■ THE PROBLEM:
List each line of the data that holds the string "Oliver".

■ DATA TO PROCESS:
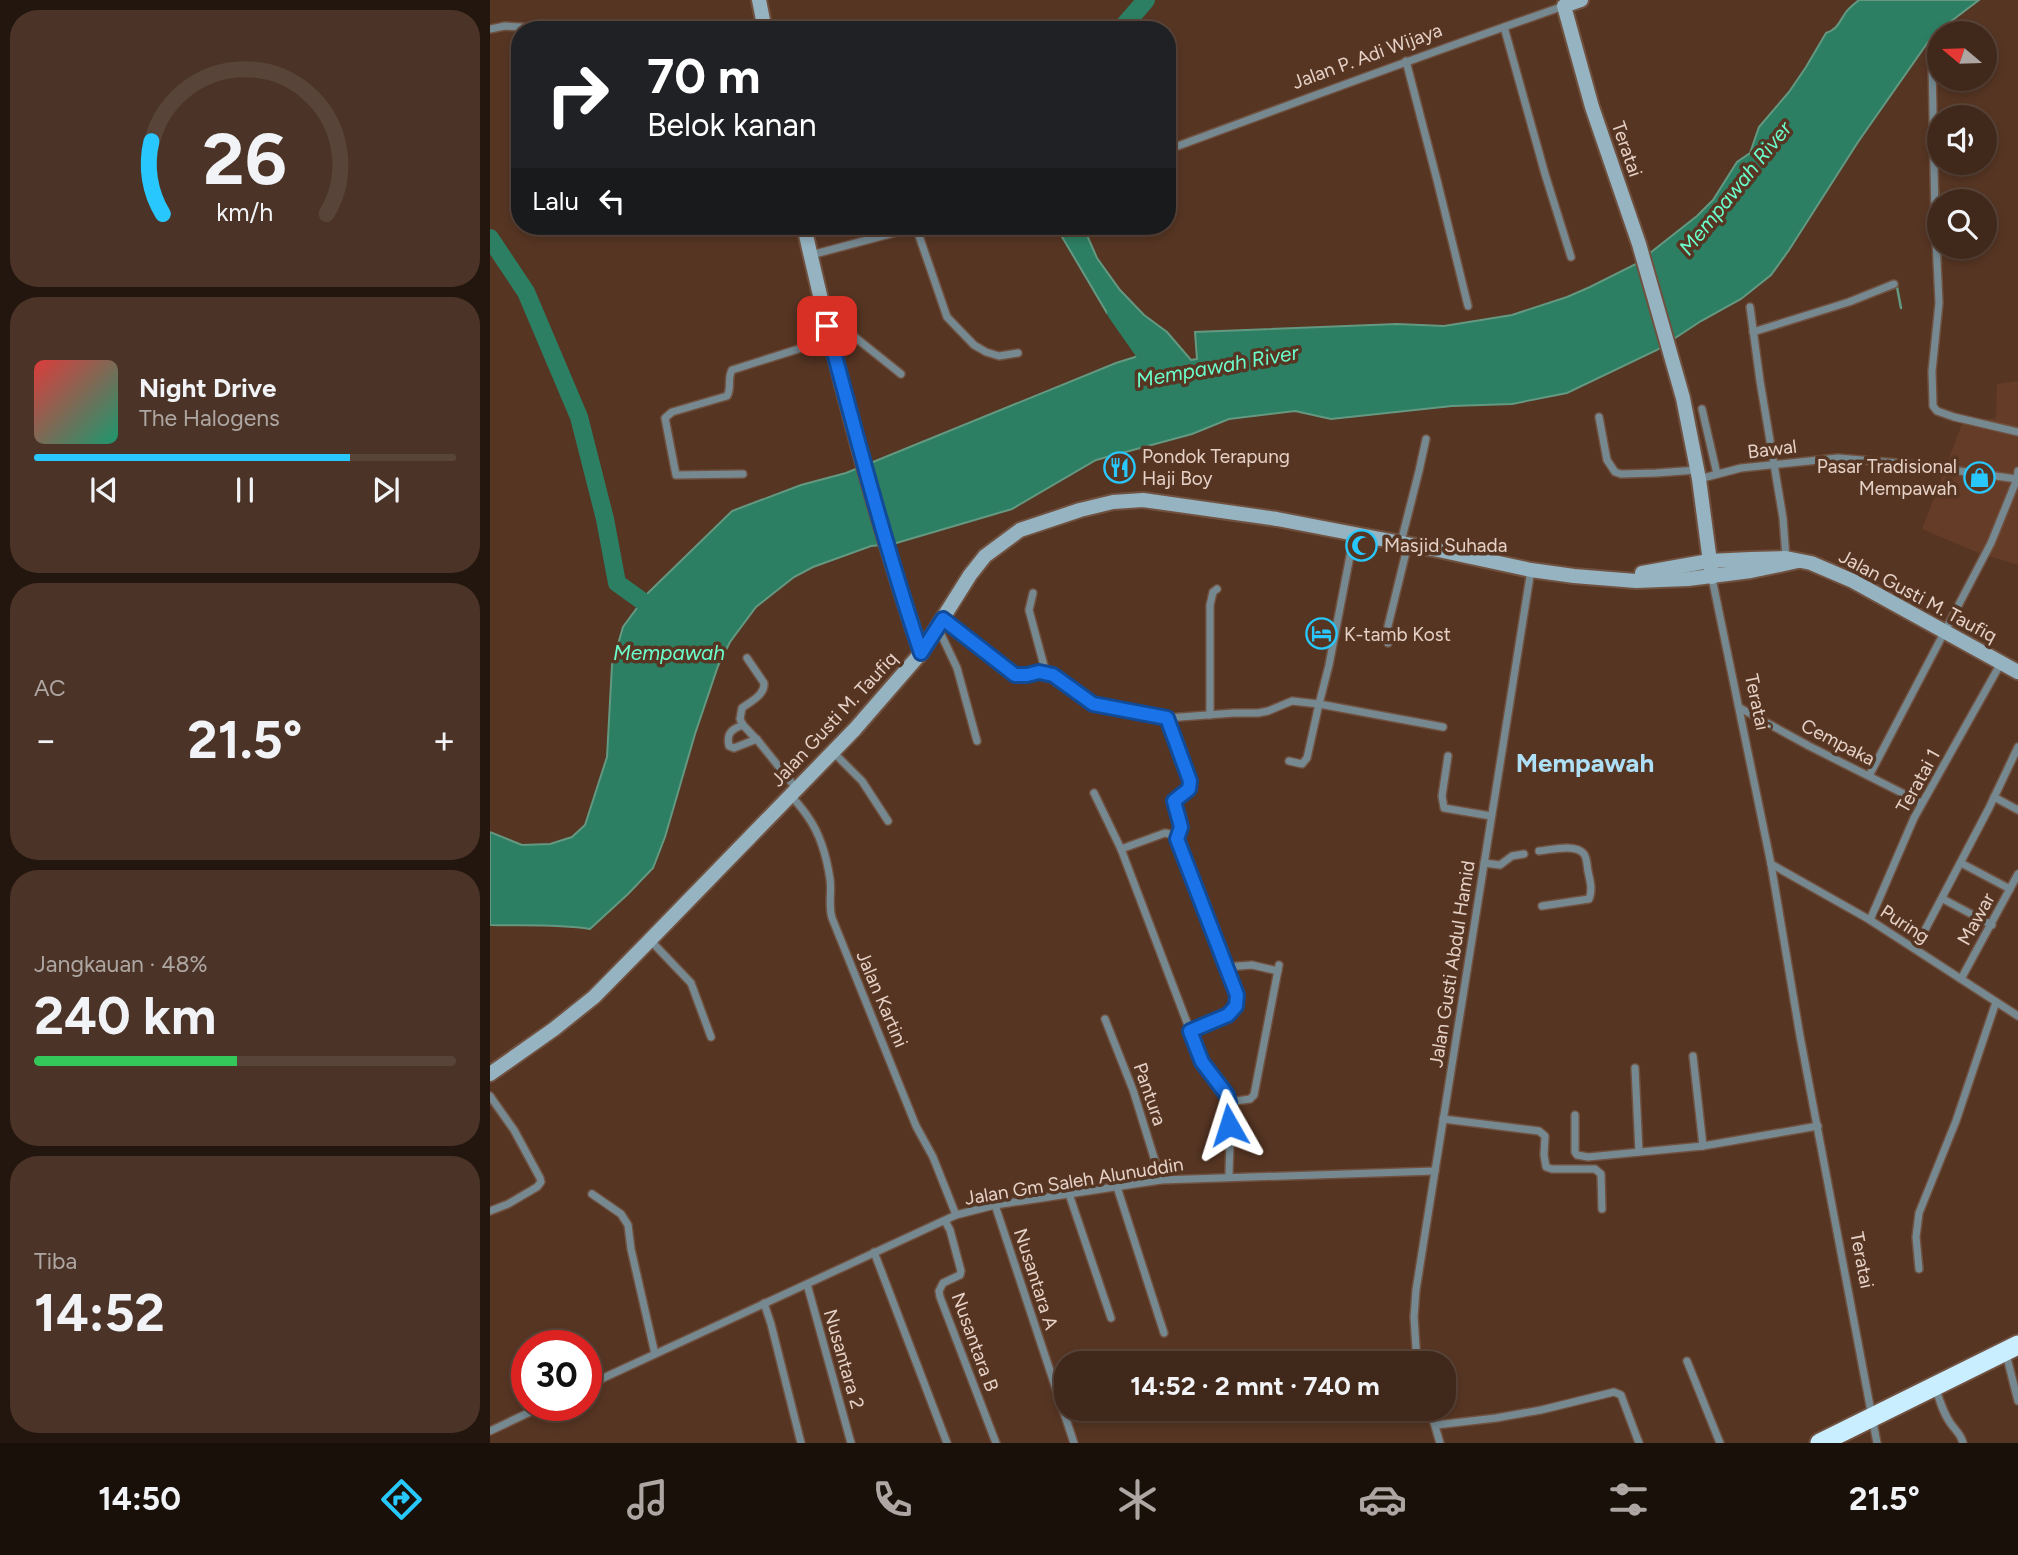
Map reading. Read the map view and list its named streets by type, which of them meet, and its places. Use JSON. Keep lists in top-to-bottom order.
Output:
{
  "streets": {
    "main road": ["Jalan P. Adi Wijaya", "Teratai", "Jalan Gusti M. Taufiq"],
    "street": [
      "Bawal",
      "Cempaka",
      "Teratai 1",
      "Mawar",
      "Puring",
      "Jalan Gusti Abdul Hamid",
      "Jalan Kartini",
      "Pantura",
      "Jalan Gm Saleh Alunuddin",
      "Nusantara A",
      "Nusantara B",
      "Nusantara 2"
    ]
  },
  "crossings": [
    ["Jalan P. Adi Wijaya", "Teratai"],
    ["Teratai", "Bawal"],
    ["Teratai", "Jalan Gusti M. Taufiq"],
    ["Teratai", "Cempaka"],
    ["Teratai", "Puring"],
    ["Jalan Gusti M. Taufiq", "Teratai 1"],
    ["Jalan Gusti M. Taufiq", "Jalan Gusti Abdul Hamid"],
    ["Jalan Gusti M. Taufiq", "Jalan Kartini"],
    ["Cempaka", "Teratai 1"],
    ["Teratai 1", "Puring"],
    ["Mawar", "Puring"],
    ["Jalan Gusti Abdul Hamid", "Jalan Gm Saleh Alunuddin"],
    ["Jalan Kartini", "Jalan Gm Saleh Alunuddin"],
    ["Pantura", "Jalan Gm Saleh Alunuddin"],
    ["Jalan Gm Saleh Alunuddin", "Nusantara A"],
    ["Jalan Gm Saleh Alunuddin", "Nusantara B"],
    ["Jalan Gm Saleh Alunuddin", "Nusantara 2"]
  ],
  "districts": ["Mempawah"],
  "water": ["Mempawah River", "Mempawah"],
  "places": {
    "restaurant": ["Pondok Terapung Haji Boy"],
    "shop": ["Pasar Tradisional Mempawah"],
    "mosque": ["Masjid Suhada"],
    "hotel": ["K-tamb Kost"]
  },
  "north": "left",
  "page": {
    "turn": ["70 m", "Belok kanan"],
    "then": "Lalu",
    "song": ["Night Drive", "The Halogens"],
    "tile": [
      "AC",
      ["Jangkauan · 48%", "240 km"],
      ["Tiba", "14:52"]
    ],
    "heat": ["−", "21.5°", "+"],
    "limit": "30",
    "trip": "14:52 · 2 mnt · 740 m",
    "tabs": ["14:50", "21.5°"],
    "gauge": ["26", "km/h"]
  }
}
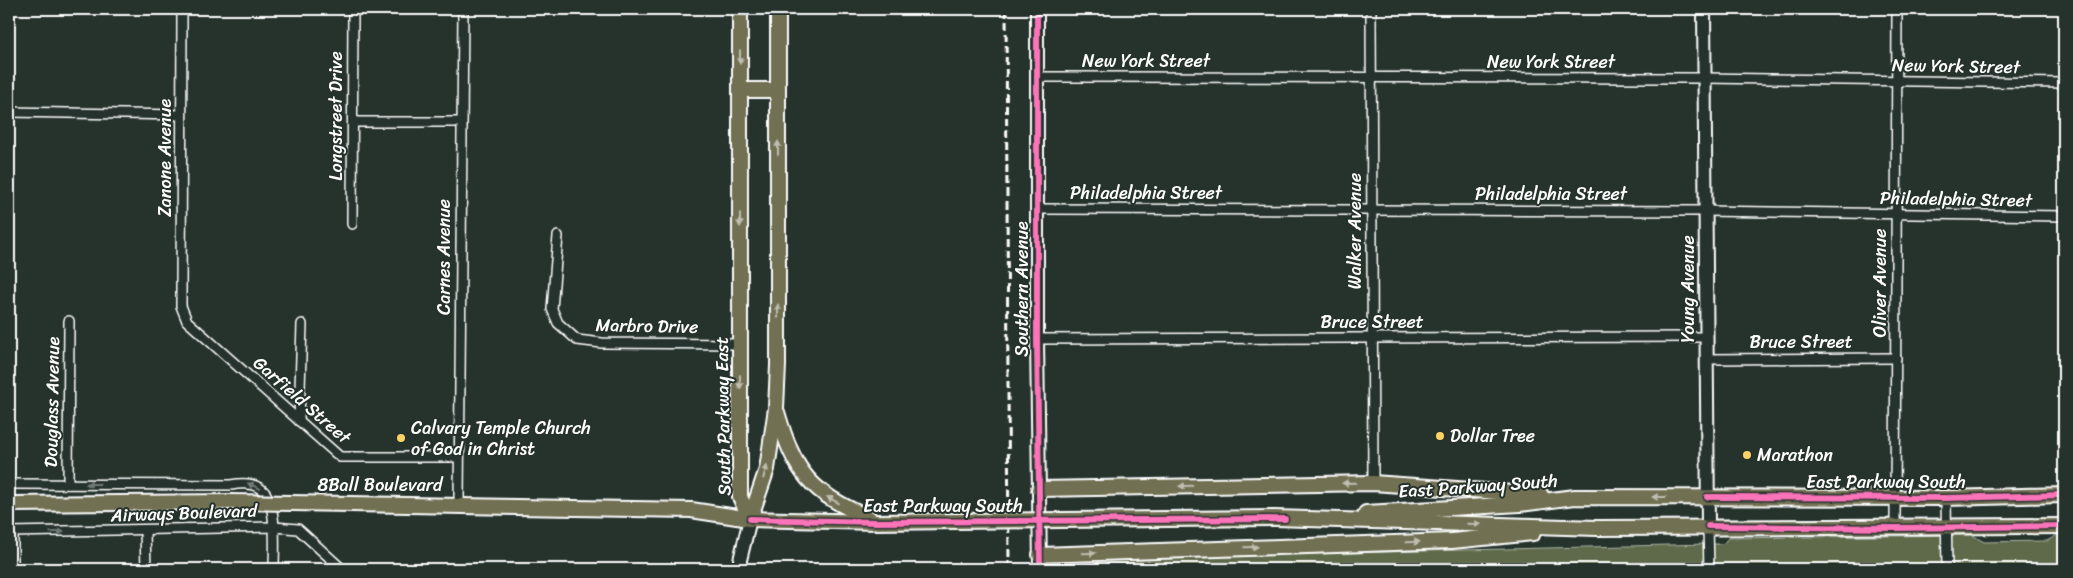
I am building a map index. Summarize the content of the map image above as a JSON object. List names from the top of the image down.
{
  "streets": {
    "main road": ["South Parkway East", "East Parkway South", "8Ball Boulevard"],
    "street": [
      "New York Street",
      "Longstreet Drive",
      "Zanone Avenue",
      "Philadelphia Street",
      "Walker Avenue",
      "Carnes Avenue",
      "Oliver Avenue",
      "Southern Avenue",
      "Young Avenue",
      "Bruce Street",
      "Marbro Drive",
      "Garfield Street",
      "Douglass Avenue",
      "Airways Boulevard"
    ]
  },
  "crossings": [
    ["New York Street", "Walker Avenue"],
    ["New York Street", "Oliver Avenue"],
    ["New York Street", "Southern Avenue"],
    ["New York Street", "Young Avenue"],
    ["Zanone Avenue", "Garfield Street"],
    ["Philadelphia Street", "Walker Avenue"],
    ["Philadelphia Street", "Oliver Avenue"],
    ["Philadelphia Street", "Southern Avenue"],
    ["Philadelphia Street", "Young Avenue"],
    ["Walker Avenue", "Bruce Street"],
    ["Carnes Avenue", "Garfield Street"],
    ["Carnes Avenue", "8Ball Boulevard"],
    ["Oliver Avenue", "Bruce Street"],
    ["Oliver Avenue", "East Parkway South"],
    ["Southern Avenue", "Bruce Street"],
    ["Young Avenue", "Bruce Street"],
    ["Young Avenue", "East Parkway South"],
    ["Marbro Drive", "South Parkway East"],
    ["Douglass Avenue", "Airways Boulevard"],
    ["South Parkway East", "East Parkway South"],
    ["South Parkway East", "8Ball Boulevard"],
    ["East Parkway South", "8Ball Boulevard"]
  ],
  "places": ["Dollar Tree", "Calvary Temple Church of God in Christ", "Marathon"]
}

■ SOLUTION FOR THIS EXERCISE:
      "Oliver Avenue",
    ["New York Street", "Oliver Avenue"],
    ["Philadelphia Street", "Oliver Avenue"],
    ["Oliver Avenue", "Bruce Street"],
    ["Oliver Avenue", "East Parkway South"],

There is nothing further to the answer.